▶ _TRY IT_
Which lines below contain "linejoin"? Copy every one of them.

### RECORDS FOR THE TASK

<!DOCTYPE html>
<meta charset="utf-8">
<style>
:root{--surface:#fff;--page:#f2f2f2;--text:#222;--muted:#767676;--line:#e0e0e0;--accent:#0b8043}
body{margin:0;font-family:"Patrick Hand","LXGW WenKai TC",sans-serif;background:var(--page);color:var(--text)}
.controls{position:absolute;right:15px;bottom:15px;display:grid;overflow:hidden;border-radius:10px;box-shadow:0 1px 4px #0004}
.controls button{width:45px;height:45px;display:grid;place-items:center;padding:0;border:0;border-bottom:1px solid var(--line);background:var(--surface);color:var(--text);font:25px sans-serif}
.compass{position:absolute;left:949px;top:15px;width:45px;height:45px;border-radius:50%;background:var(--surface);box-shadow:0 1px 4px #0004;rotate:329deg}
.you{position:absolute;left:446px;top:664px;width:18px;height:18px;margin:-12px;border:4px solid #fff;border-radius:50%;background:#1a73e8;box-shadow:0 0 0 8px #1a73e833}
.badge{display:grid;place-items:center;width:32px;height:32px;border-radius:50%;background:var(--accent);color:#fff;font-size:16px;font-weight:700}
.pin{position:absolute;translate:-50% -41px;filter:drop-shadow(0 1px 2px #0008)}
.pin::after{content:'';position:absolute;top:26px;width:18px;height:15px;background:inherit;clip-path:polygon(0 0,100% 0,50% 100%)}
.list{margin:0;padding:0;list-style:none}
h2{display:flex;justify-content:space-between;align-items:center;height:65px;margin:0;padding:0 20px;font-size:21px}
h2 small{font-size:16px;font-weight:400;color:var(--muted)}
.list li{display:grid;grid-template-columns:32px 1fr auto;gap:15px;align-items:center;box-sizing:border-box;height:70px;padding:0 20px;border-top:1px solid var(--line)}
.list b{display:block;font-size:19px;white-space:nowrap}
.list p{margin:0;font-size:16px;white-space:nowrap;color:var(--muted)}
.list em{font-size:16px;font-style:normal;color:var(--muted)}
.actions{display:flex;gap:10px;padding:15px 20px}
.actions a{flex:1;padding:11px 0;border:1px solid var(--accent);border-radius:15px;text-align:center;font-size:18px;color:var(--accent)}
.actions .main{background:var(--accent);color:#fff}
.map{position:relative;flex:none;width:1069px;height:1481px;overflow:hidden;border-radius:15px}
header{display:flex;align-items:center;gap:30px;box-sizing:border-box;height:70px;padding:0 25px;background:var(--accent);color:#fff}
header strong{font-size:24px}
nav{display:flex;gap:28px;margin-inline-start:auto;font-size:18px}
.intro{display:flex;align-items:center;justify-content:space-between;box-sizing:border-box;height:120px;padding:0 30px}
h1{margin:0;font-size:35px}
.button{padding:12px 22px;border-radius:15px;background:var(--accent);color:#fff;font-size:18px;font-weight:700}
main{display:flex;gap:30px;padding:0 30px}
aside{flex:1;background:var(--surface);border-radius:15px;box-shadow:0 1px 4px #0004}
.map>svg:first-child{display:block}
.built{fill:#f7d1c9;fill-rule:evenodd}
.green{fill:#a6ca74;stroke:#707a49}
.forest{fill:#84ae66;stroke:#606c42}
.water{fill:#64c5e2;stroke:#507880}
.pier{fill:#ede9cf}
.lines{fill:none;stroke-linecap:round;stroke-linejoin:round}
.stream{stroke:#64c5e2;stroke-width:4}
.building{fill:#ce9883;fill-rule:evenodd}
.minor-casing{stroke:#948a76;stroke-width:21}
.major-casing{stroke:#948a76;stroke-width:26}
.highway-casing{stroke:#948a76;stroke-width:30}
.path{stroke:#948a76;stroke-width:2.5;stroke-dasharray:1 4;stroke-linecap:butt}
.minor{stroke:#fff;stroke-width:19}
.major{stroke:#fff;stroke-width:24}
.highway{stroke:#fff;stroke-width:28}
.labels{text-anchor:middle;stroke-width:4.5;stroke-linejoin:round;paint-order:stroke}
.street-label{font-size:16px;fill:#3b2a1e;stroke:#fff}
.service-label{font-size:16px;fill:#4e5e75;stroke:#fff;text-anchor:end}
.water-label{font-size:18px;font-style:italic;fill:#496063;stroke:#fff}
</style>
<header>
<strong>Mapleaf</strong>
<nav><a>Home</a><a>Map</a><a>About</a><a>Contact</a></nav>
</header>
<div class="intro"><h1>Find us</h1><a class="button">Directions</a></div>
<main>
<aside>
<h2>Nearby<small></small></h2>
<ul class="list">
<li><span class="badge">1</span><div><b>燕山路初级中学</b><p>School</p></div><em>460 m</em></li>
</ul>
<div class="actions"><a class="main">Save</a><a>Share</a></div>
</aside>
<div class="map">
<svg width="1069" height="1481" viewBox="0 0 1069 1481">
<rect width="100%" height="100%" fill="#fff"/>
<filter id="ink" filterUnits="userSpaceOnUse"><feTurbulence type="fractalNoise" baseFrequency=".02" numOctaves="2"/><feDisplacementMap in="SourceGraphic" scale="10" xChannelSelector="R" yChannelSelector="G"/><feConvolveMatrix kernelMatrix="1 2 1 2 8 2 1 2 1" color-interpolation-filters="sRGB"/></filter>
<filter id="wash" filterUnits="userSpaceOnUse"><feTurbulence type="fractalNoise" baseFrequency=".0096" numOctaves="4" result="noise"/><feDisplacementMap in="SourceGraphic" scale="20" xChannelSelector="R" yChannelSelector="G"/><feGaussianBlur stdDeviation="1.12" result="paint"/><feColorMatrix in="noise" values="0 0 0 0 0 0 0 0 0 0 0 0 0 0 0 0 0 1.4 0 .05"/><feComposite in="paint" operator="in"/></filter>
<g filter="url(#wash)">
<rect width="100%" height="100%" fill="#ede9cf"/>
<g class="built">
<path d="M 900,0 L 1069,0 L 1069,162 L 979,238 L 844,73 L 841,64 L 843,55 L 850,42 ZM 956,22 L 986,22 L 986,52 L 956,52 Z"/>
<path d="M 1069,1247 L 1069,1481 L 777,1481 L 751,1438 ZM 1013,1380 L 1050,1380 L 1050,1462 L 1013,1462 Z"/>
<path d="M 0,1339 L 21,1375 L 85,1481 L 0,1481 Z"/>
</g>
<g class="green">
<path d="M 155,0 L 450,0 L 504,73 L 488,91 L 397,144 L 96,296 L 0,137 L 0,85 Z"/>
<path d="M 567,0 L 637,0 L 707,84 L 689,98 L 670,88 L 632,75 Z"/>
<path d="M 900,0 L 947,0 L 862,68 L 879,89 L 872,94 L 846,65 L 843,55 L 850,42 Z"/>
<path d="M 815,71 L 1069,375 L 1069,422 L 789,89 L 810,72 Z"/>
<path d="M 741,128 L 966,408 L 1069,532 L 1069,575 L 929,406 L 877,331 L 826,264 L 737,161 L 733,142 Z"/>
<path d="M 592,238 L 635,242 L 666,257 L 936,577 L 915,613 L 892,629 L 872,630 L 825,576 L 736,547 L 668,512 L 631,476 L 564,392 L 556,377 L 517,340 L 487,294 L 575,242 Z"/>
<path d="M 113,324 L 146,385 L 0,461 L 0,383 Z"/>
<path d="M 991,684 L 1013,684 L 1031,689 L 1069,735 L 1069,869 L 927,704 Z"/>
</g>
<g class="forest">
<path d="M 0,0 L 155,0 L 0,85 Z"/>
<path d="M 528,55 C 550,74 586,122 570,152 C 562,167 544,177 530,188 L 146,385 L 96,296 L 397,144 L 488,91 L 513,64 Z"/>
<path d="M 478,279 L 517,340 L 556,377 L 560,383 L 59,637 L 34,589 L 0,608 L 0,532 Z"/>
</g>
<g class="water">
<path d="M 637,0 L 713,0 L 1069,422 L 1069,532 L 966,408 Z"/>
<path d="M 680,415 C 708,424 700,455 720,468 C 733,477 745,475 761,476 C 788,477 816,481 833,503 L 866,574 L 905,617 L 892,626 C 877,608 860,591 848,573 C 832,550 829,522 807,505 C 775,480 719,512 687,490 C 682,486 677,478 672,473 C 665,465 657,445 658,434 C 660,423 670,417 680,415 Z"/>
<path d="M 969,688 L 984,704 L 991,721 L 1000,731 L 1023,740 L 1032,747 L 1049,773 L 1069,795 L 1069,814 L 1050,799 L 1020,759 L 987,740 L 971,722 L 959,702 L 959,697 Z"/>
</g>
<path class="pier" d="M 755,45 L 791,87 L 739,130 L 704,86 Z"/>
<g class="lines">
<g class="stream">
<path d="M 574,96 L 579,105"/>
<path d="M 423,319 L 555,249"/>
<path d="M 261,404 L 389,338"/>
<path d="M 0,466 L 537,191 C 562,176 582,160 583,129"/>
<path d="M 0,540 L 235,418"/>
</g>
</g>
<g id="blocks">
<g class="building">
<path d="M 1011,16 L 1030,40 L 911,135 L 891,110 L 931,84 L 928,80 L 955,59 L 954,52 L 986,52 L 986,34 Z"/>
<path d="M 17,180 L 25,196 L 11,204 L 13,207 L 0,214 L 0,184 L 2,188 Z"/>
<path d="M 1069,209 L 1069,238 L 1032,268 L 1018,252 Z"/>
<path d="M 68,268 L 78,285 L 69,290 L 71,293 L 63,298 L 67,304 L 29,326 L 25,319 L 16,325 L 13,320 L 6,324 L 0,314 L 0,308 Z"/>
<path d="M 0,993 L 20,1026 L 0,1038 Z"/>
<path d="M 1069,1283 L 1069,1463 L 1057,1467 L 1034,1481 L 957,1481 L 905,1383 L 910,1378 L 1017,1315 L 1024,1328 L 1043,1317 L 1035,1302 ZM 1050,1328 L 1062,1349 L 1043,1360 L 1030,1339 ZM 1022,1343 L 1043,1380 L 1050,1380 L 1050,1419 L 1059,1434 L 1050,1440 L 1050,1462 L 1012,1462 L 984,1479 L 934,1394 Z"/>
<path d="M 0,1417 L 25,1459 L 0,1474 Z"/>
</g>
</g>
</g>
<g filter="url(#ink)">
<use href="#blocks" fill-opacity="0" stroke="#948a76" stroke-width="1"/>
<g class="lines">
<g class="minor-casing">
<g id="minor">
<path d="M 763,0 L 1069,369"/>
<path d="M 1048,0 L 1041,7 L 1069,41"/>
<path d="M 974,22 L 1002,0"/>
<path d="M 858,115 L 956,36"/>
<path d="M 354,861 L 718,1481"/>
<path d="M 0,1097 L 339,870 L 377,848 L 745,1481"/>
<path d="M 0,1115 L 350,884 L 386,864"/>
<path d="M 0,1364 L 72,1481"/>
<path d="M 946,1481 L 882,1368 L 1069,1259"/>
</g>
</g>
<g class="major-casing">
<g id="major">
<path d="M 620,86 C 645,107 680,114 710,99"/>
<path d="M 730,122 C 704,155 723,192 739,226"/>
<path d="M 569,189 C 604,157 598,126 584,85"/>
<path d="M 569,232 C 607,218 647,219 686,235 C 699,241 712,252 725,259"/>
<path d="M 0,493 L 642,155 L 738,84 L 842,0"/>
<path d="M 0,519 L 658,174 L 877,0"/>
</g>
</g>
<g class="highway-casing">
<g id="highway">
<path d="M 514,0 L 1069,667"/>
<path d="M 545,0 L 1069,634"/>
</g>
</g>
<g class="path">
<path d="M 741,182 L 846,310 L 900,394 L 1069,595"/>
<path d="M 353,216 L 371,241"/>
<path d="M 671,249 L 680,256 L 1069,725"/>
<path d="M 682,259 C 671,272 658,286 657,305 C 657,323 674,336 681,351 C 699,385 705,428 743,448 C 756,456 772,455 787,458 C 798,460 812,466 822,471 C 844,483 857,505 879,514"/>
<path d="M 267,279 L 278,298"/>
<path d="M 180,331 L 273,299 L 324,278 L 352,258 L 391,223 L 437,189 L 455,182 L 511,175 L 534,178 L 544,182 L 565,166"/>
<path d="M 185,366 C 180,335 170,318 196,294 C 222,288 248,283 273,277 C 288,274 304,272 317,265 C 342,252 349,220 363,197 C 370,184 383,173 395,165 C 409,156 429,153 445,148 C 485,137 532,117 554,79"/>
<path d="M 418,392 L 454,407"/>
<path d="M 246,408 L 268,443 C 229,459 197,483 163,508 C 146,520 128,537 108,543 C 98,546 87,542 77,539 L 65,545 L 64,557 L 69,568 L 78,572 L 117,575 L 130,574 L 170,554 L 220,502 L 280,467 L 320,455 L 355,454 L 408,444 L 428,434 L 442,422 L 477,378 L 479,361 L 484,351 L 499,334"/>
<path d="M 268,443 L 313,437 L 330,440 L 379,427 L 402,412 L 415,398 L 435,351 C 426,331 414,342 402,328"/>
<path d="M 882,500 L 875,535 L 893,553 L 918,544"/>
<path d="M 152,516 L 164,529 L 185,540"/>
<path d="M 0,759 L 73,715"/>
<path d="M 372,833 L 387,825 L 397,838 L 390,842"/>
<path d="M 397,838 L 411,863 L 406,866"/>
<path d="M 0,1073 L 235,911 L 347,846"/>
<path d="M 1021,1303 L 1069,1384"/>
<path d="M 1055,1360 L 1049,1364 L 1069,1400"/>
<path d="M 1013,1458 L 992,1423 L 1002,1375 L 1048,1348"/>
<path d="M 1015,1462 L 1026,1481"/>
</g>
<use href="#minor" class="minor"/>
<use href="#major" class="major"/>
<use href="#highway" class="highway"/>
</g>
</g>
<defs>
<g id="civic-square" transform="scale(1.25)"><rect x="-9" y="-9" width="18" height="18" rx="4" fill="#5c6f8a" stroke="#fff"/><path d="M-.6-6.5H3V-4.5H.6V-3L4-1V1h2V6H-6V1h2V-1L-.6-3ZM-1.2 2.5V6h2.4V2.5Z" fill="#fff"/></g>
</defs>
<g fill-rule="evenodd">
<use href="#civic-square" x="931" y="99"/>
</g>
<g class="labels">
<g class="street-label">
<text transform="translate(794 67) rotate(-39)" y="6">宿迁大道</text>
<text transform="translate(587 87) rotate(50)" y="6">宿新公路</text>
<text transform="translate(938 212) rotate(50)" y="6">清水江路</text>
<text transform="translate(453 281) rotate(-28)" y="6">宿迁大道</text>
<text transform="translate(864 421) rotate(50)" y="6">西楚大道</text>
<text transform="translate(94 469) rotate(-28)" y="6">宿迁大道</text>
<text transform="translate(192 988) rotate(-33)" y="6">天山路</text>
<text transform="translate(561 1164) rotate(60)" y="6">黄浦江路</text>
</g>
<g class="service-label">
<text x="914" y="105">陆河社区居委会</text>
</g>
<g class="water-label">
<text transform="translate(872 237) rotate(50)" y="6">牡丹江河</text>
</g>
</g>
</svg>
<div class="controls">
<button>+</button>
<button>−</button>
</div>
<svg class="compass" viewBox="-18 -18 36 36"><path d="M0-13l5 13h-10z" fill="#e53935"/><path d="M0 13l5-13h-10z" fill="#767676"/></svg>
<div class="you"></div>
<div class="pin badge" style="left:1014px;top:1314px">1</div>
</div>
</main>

######

▶ _OUTPUT_
.lines{fill:none;stroke-linecap:round;stroke-linejoin:round}
.labels{text-anchor:middle;stroke-width:4.5;stroke-linejoin:round;paint-order:stroke}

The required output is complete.